[SPARK-25241][SQL] Configurable empty values when reading/writing CSV files #22234

mmolimar · 2018-08-25T17:59:39Z

What changes were proposed in this pull request?

There is an option in the CSV parser to set values when we have empty values in the CSV files or in our dataframes.
Currently, this option cannot be configured and always sets a default value (empty string for reading and "" for writing).
This PR is about enabling a new CSV option in the reader/writer to set custom empty values when reading/writing CSV files.

How was this patch tested?

The changes were tested by CSVSuite adding two unit tests.

MaxGekk · 2018-08-26T09:28:07Z

Should the new option be taken into account there:

spark/sql/core/src/main/scala/org/apache/spark/sql/execution/datasources/csv/CSVDataSource.scala

Line 94 in b461acb

if (value == null || value.isEmpty || value == options.nullValue) {

and here:

spark/sql/core/src/main/scala/org/apache/spark/sql/execution/datasources/csv/CSVInferSchema.scala

Line 82 in 5264164

if (field == null || field.isEmpty || field == options.nullValue) {

?

HyukjinKwon · 2018-08-26T09:36:20Z

python/pyspark/sql/readwriter.py

-            maxCharsPerColumn=None, maxMalformedLogPerPartition=None, mode=None,
-            columnNameOfCorruptRecord=None, multiLine=None, charToEscapeQuoteEscaping=None,
-            samplingRatio=None, enforceSchema=None):
+            ignoreTrailingWhiteSpace=None, nullValue=None, emptyValue=None, nanValue=None,


It should be put at the last; otherwise, it's going to break existing Python app when the arguments are given positionally.
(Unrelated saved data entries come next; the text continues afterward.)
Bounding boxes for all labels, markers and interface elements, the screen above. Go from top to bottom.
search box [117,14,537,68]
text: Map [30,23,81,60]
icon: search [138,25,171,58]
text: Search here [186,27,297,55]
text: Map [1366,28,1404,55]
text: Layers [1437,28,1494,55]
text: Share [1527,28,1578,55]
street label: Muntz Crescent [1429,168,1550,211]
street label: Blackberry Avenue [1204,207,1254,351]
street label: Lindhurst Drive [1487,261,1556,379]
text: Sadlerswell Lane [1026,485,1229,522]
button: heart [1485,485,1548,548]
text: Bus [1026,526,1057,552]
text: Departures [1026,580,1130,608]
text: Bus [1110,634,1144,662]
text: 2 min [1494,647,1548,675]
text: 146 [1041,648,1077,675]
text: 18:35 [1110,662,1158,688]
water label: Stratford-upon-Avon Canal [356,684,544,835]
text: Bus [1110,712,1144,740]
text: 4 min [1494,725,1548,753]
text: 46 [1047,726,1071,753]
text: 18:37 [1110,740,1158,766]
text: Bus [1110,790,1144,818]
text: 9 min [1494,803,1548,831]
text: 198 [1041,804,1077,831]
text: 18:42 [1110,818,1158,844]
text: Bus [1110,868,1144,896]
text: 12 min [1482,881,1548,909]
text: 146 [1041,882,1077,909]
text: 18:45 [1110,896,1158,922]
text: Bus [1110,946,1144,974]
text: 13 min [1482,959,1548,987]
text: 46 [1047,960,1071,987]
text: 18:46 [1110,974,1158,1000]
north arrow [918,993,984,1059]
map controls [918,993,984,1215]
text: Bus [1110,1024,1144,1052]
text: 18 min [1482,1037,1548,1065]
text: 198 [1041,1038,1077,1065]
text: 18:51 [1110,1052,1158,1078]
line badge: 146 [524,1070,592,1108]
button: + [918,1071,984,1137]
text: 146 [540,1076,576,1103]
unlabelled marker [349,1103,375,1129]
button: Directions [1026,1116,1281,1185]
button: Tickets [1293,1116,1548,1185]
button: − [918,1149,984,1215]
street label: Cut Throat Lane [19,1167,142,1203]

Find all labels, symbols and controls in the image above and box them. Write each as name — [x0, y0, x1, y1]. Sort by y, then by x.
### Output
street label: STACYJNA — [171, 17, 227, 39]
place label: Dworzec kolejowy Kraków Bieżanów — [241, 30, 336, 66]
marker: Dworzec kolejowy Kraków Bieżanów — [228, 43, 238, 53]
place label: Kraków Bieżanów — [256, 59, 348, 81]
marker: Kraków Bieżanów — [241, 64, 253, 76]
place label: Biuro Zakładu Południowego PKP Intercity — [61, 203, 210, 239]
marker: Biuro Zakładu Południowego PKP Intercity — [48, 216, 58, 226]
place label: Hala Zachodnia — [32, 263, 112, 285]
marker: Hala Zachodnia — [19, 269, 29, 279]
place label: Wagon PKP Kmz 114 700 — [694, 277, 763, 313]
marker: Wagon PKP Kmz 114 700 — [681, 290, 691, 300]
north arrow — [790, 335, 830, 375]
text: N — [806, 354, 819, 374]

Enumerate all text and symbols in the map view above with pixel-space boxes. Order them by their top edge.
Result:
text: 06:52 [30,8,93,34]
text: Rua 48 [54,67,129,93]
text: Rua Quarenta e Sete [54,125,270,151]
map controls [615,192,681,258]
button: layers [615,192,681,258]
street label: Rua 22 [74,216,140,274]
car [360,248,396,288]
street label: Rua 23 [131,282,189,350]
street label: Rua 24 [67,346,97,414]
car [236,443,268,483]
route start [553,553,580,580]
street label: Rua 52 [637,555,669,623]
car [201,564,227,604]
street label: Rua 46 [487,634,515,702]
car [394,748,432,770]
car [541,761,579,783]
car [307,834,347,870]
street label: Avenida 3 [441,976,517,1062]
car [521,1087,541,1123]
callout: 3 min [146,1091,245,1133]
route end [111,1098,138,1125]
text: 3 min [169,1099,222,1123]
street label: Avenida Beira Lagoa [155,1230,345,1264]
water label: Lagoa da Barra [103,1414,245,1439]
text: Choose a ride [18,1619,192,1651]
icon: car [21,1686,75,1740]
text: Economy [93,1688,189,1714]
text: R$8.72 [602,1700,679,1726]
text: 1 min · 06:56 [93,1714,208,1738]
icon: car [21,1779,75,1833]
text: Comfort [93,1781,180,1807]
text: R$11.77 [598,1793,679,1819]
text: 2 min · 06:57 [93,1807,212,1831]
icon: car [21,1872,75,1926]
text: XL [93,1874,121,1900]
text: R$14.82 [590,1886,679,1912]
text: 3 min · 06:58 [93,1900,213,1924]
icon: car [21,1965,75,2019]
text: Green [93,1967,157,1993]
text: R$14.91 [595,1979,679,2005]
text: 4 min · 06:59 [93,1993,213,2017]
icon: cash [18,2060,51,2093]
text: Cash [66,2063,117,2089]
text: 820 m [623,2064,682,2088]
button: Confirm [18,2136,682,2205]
We should add new parameter at the end. +1

HyukjinKwon · 2018-08-26T09:36:49Z

ok to test

MaxGekk

In light of discussion in the ticket https://issues.apache.org/jira/browse/SPARK-17916, could you write a test and check the case when empty values are written without quotes as it was in Spark 2.3 by default.

SparkQA · 2018-08-26T13:26:30Z

Test build #95259 has finished for PR 22234 at commit 8b51800.

This patch passes all tests.
This patch merges cleanly.
This patch adds no public classes.

mmolimar · 2018-08-26T23:30:42Z

@MaxGekk I added what you suggested as well.

…5241

HyukjinKwon · 2018-08-27T01:52:19Z

python/pyspark/sql/readwriter.py

-            nanValue=nanValue, positiveInf=positiveInf, negativeInf=negativeInf,
-            dateFormat=dateFormat, timestampFormat=timestampFormat, maxColumns=maxColumns,
-            maxCharsPerColumn=maxCharsPerColumn,
+            emptyValue=emptyValue, nanValue=nanValue, positiveInf=positiveInf,


I would put this at the end as well for readability.

HyukjinKwon · 2018-08-27T01:53:03Z

sql/core/src/main/scala/org/apache/spark/sql/execution/datasources/csv/CSVOptions.scala

@@ -117,6 +117,9 @@ class CSVOptions(

  val nullValue = parameters.getOrElse("nullValue", "")

+  val emptyValueInRead = parameters.getOrElse("emptyValue", "")


I would just call it emptyValue for consistency with other options here.

I though that as well. Just for the shake of providing backwards compatibility as we already have in ignoreLeadingWhiteSpaceInRead and ignoreLeadingWhiteSpaceFlagInWrite I implemented that in that way.
What do you say?

I had to name them differently names because the default values are different. Ah, yea then it makes sense here. I rushed to read.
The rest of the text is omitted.